A week after her diagnosis mum fell on her path. A fall she later described to me as “very odd”. She’d been walking back from the shop, feeling fine until she reached her drive. She was “suddenly unable to walk straight and started veering all over the place”. Mum stumbled past her front door, falling onto her left side into the gravel in front of her greenhouse. She somehow landed with her head cradled in the wheelbarrow.

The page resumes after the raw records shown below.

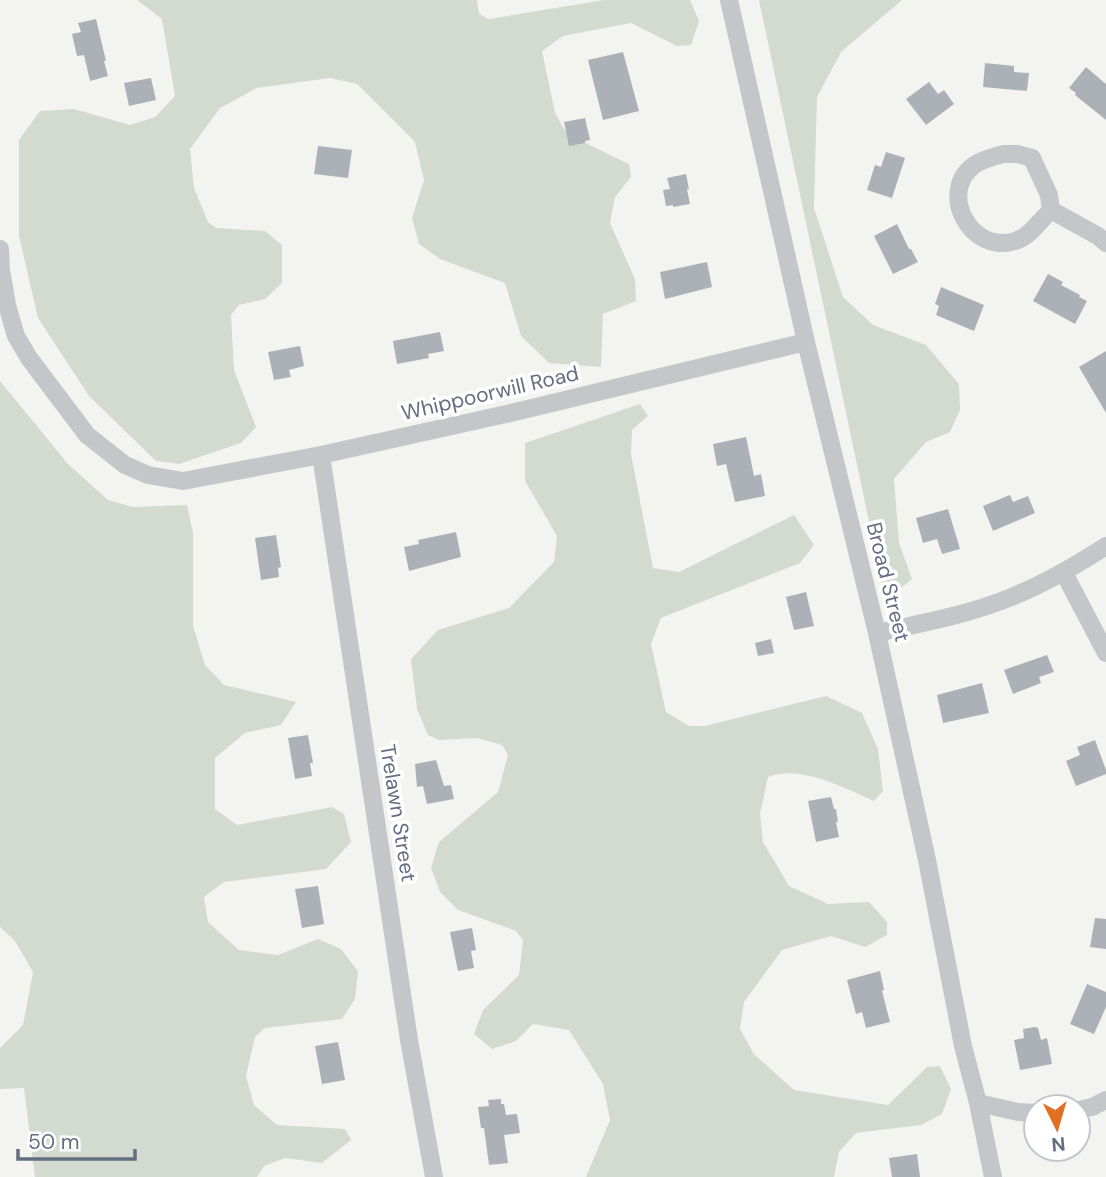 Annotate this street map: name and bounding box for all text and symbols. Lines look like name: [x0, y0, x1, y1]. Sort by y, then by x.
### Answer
street label: Whippoorwill Road: [399, 359, 581, 427]
street label: Broad Street: [860, 519, 916, 645]
street label: Trelawn Street: [373, 742, 423, 884]
north arrow: [1022, 1093, 1092, 1163]
scale bar: [18, 1118, 135, 1162]
text: 50 m: [28, 1128, 79, 1156]
text: N: [1050, 1131, 1066, 1157]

This is where she stayed until Jane, mum’s home help, arrived some time later to rescue her. We’re not completely sure that mum had a mini stroke, but she’s taken a definite step down hill since. She’s more forgetful, like she was last summer when she suffered from a recurring UTI. The doctor says that if mum falls like this again we should call 999. This is  scary territory, but apparently mini strokes can quickly lead to major ones.
Mum’s become more doddery since her fall, so we bought her a walker. It’s an amazing contraption which even has an integral chair for when she gets tired. Mum walks really fast with it too. Watching her walk so confidently is wonderful. She’s not hunched up at all and doesn’t look like a little old lady any more.
Unfortunately mum can’t use the walker. She has no one to push her in it…
I’ve told her so many times that it’s not a wheelchair, but once she gets an idea in her head it’s a pain in the arse to change it. She told me last night that she’ll start using a stick when she’s 68 – I told her that she was 76 already and should be blinking well using it!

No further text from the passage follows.